• Prompt:
The reply to the records below should contain exactly the lines from the line with "ctx.font = font" through the line with "M881,4H923L968,77L902,115L847,24Z", and nothing besides.

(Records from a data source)
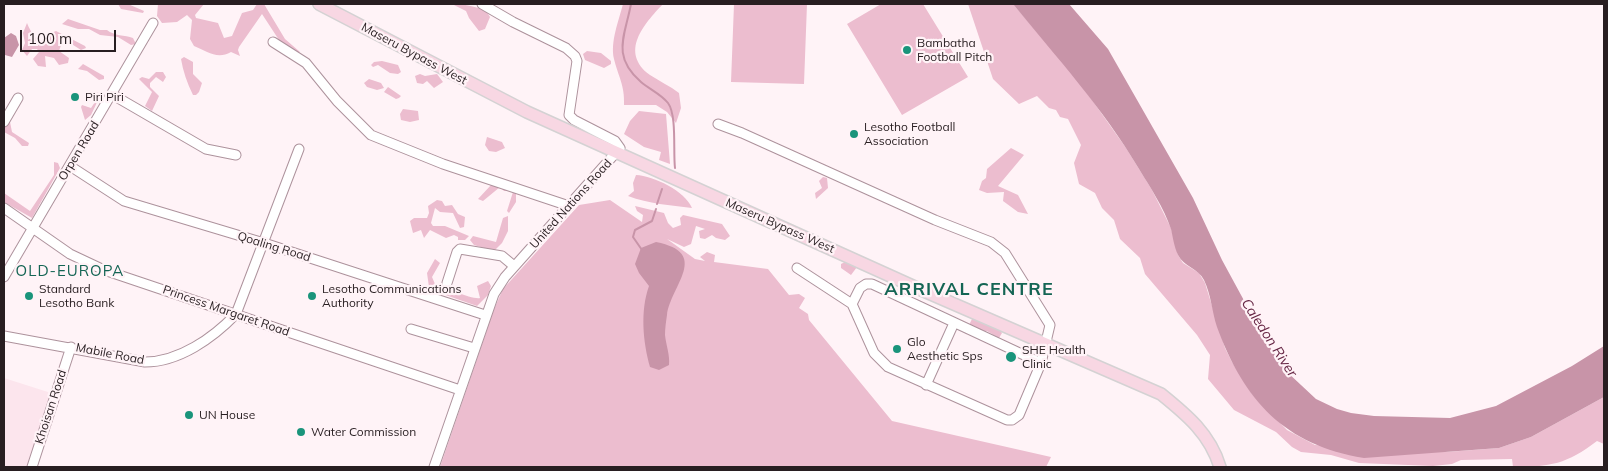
<!DOCTYPE html>
<html>
<head>
<meta charset="utf-8">
<style>
	body { margin:0 }
	#map { position:relative; width:1608px; height:471px; overflow:hidden; background:#fff3f7; font-family:Mulish,sans-serif }
	canvas { display:block }
	.frame { position:absolute; inset:0; border:5px solid #281e21; pointer-events:none }
	.scale { position:absolute; left:20px; top:30px; width:96px; height:22px; box-sizing:border-box; border:2px solid #281e21; border-top:0; padding-left:6px; font-size:15px; line-height:18px; white-space:nowrap; color:#281e21; -webkit-text-stroke:4px #fff3f7; paint-order:stroke }
</style>
</head>
<body>
<div id="map">
<canvas width="1608" height="471"></canvas>
<div class="frame"></div>
<div class="scale">100 m</div>
</div>
<script>
const ctx = document.querySelector('canvas').getContext('2d');
ctx.lineJoin = 'round';
function paint(path, color) { ctx.fillStyle = color; ctx.fill(path, 'evenodd'); }
function stroke(path, color, width, dash) { ctx.strokeStyle = color; ctx.lineWidth = width; ctx.lineCap = dash ? 'butt' : 'round'; ctx.setLineDash(dash || []); ctx.stroke(path); }
function drawText(font, color, halo, rows, align = 'center') {
  ctx.font = font + ' Mulish,sans-serif'; ctx.lineWidth = 4.5; ctx.setLineDash([]); ctx.textBaseline = 'middle'; ctx.strokeStyle = halo; ctx.fillStyle = color; for (const [text, x, y, turn = 0] of rows) {
    ctx.save(); ctx.translate(x, y); ctx.rotate((+turn || 0) * Math.PI / 180); ctx.textAlign = isNaN(turn) ? turn : align; if (halo) ctx.strokeText(text, 0, 0); ctx.fillText(text, 0, 0); ctx.restore();
  }
}
const built = new Path2D(`
	M4,378L51,393L27,467H4Z`);
const green = new Path2D(`
	M118,4H128L144,11L143,13L121,9Z
	M158,4H204L195,15L196,18L218,23L224,38L232,36L242,13L253,10L257,4H264L285,39L300,52L296,54L279,40L262,14L239,47L238,50L240,56L231,52C217,60 207,51 194,46L190,39L192,20L187,15L177,22L162,23L157,16Z
	M452,4C467,4 472,7 485,9L490,17L485,29L479,31L469,18L466,11Z
	M623,4H663C644,24 619,52 650,75C659,81 670,86 679,93L681,108L676,123L667,112L656,105H624C625,85 618,76 614,59C610,42 619,20 623,4Z
	M734,4H807L804,84L731,82Z
	M881,4H923L968,77L902,115L847,24Z
	M968,4H1013L1075,76L1126,148L1152,190L1171,228L1178,255L1183,263L1199,273L1205,283L1225,348L1232,362L1252,394L1287,430L1315,445L1447,452L1499,448L1531,437L1604,397V444L1597,441C1567,464 1550,467 1513,467L1512,459L1461,460L1452,464L1433,466L1359,463L1331,455L1301,452L1292,447L1276,432L1234,410L1208,379L1210,355L1197,335L1145,274L1140,258L1120,239L1114,220L1102,208L1095,193L1079,184L1074,163L1081,145L1068,119L1060,117L1056,110L1049,108L1037,96L1019,104L993,79Z
	M68,19L100,30H107C114,36 125,35 133,38L136,44L131,45L118,37L100,35L89,29H78L62,24Z
	M27,23C31,33 37,43 49,44V34L56,31L85,46L86,48L81,50L70,43L62,42L59,51L69,58L68,63L59,65L54,58L45,56L46,67L38,66L33,59L39,52L37,49H32L27,56L22,50L25,43L23,33Z
	M587,51L601,53L611,61V64L604,68L585,60L583,54Z
	M184,57L193,62V74L202,83L199,92L196,95H193C187,83 183,71 181,59Z
	M382,61L398,65L401,72L398,74L390,73L378,65L373,67L371,65L374,62Z
	M83,64L104,76V79L99,80L87,71L78,69Z
	M156,72H163L166,77L163,82L156,77L150,83V87L159,96L152,111L145,106L152,92L139,79L142,77L149,79Z
	M420,74L425,76L437,74L443,82L434,88L427,81L423,84L417,83L415,76Z
	M369,79L381,83L384,88L377,90L367,87L364,83Z
	M388,87L401,96L399,98L396,99L384,92Z
	M94,92L99,93L100,96L91,115L85,120L81,107L82,105L91,108L95,102L90,95Z
	M403,109L418,111L419,120L410,122L401,120L400,114Z
	M639,111L666,114L670,164L659,160L661,152L644,147L624,134L630,121Z
	M10,122L12,132L29,143L28,146H22L15,138L4,132V124Z
	M487,137L502,142L505,148L496,152L489,151L485,145Z
	M1011,148L1024,155L998,186L1018,195L1028,214L1018,212L1003,201L1004,192L987,193L979,190L982,181L986,178L987,169Z
	M54,162L58,163L60,168L32,218L4,202V193L30,211L54,175Z
	M636,175C654,176 685,191 692,208C670,205 649,204 628,196L634,191L633,183Z
	M823,177L827,178L828,188L816,199L815,193L822,188L819,181Z
	M498,184L510,191H504L500,187L483,201L478,199L491,185Z
	M513,192L516,193V202L509,213L507,211Z
	M437,200L442,201L445,206L452,205L458,214L465,217L464,227L460,228L453,213L440,212L435,208L431,223L433,226H445L469,236L465,240H458V237L454,235L446,238L430,230L424,238L421,230L413,233L410,221L414,218H427L429,213L428,206Z
	M610,200L642,222L643,215L637,211L635,206L664,213L668,223L673,228L681,225L680,218L683,215L722,224L730,236L725,240L716,238L712,235L705,239L700,238L699,231L705,229L696,226L691,244L684,247L667,239L695,259L705,261L700,257L707,252L715,255L714,262L768,269L789,295L799,294L805,298L799,308L808,314L809,320L892,421L1051,457L1046,467H440L494,309L503,289L579,205Z
	M508,216V231L502,243L494,251L474,245L470,240L473,236L496,242L503,218Z
	M435,259L440,263L432,277L435,284C444,287 473,300 480,298L477,286L488,281L491,286L488,295L477,306L434,291L429,287L427,273Z
	M845,262L857,267L851,275L841,268V264Z
	M981,318L989,326C996,325 998,327 1002,333L999,338L987,331L979,333L969,325L972,319Z`);
const water = new Path2D(`
	M1013,4H1069L1108,49L1193,198L1222,260L1266,341L1286,371L1316,399L1337,409L1351,413L1374,416L1450,418L1496,406L1572,366L1604,346V397L1531,437L1499,448L1364,458C1285,445 1244,401 1217,327C1212,312 1211,294 1204,280C1198,268 1184,267 1178,255C1174,246 1173,238 1171,229C1164,208 1150,187 1139,169C1103,108 1057,58 1013,4Z
	M11,33L16,36L19,45L12,57L5,55L4,59V38Z
	M656,242C711,253 671,285 667,315C666,322 665,328 665,335C666,345 670,355 669,365L659,370L650,367C643,342 640,311 649,286L639,273L635,264L641,248Z`);
const stream = new Path2D(`
	M631,4C625,36 611,56 641,82C649,89 661,94 668,103C677,115 673,152 675,168
	M657,204L662,189
	M642,250L633,237L635,230L652,221L656,209`);
const minor = new Path2D(`
	M273,42L306,63L337,101L371,135L443,164L569,206
	M113,95L206,149L236,155
	M4,122L18,98
	M718,124L742,133L935,220L991,242L1005,253L1050,325L1041,363L1019,415L1012,420H1007L888,367L874,353L852,304L797,268
	M70,166L124,201L264,243L485,315
	M4,208L70,254L104,270L460,390
	M4,277L153,23
	M447,283L457,252L460,249L502,256L514,266
	M852,304L860,288L866,284H872L1041,363
	M411,329L474,348
	M4,336L145,362C179,362 213,338 236,314L299,149
	M926,385L954,323
	M32,467L71,347
	M434,467L494,294L505,277L620,148L615,141L574,120L569,115L577,61L575,56L566,48L513,22L482,4`);
const major = new Path2D(`
	M319,4L527,112L917,288L1161,394C1187,415 1210,434 1220,467`);
const markers = [
	[907,50,5,"#1a947b"],
	[75,97,5,"#1a947b"],
	[854,134,5,"#1a947b"],
	[29,296,5,"#1a947b"],
	[312,296,5,"#1a947b"],
	[897,349,5,"#1a947b"],
	[1011,357,6,"#1a947b"],
	[189,415,5,"#1a947b"],
	[301,432,5,"#1a947b"]
];
const poiNames = [
	["Bambatha",917,43],
	["Football Pitch",917,57],
	["Piri Piri",85,97],
	["Lesotho Football",864,127],
	["Association",864,141],
	["Standard",39,289],
	["Lesotho Bank",39,303],
	["Lesotho Communications",322,289],
	["Authority",322,303],
	["Glo",907,342],
	["Aesthetic Sps",907,356],
	["SHE Health",1022,350],
	["Clinic",1022,364],
	["UN House",199,415],
	["Water Commission",311,432]
];
const streetNames = [
	["Maseru Bypass West",414,54,28],
	["Orpen Road",79,151,-59],
	["United Nations Road",571,204,-48],
	["Maseru Bypass West",780,226,24],
	["Qoaling Road",274,247,17],
	["Princess Margaret Road",226,311,19],
	["Mabile Road",110,354,11],
	["Khoisan Road",51,407,-72]
];
const waterNames = [
	["Caledon River",1269,338,57]
];
const quarterNames = [
	["OLD-EUROPA",70,271]
];
const districtNames = [
	["ARRIVAL CENTRE",969,290]
];
paint(built, '#fce5ed');
paint(green, '#ecbdcf');
paint(water, '#c894a8');
stroke(stream, '#c894a8', 2);
stroke(minor, '#ad929c', 11);
stroke(major, '#d4d2d3', 14);
stroke(minor, '#fff', 9);
stroke(major, '#f8d7e3', 11);
for (const [x, y, r, color] of markers) { const dot = new Path2D(); dot.arc(x, y, r, 0, 2 * Math.PI); ctx.fillStyle = color; ctx.fill(dot); stroke(dot, '#fff3f7', 2); }
drawText('12px', '#281e21', '#fff3f7', poiNames, 'left');
drawText('12px', '#281e21', '#fff3f7', streetNames);
drawText('italic 14px', '#672745', '#fff3f7', waterNames);
ctx.letterSpacing = '1px';
drawText('15px', '#146554', '#fff3f7', quarterNames);
ctx.letterSpacing = '0px';
ctx.letterSpacing = '1px';
drawText('bold 18px', '#146554', '#fff3f7', districtNames);
ctx.letterSpacing = '0px';
</script>
</body>
</html>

• Response to this task:
  ctx.font = font + ' Mulish,sans-serif'; ctx.lineWidth = 4.5; ctx.setLineDash([]); ctx.textBaseline = 'middle'; ctx.strokeStyle = halo; ctx.fillStyle = color; for (const [text, x, y, turn = 0] of rows) {
    ctx.save(); ctx.translate(x, y); ctx.rotate((+turn || 0) * Math.PI / 180); ctx.textAlign = isNaN(turn) ? turn : align; if (halo) ctx.strokeText(text, 0, 0); ctx.fillText(text, 0, 0); ctx.restore();
  }
}
const built = new Path2D(`
	M4,378L51,393L27,467H4Z`);
const green = new Path2D(`
	M118,4H128L144,11L143,13L121,9Z
	M158,4H204L195,15L196,18L218,23L224,38L232,36L242,13L253,10L257,4H264L285,39L300,52L296,54L279,40L262,14L239,47L238,50L240,56L231,52C217,60 207,51 194,46L190,39L192,20L187,15L177,22L162,23L157,16Z
	M452,4C467,4 472,7 485,9L490,17L485,29L479,31L469,18L466,11Z
	M623,4H663C644,24 619,52 650,75C659,81 670,86 679,93L681,108L676,123L667,112L656,105H624C625,85 618,76 614,59C610,42 619,20 623,4Z
	M734,4H807L804,84L731,82Z
	M881,4H923L968,77L902,115L847,24Z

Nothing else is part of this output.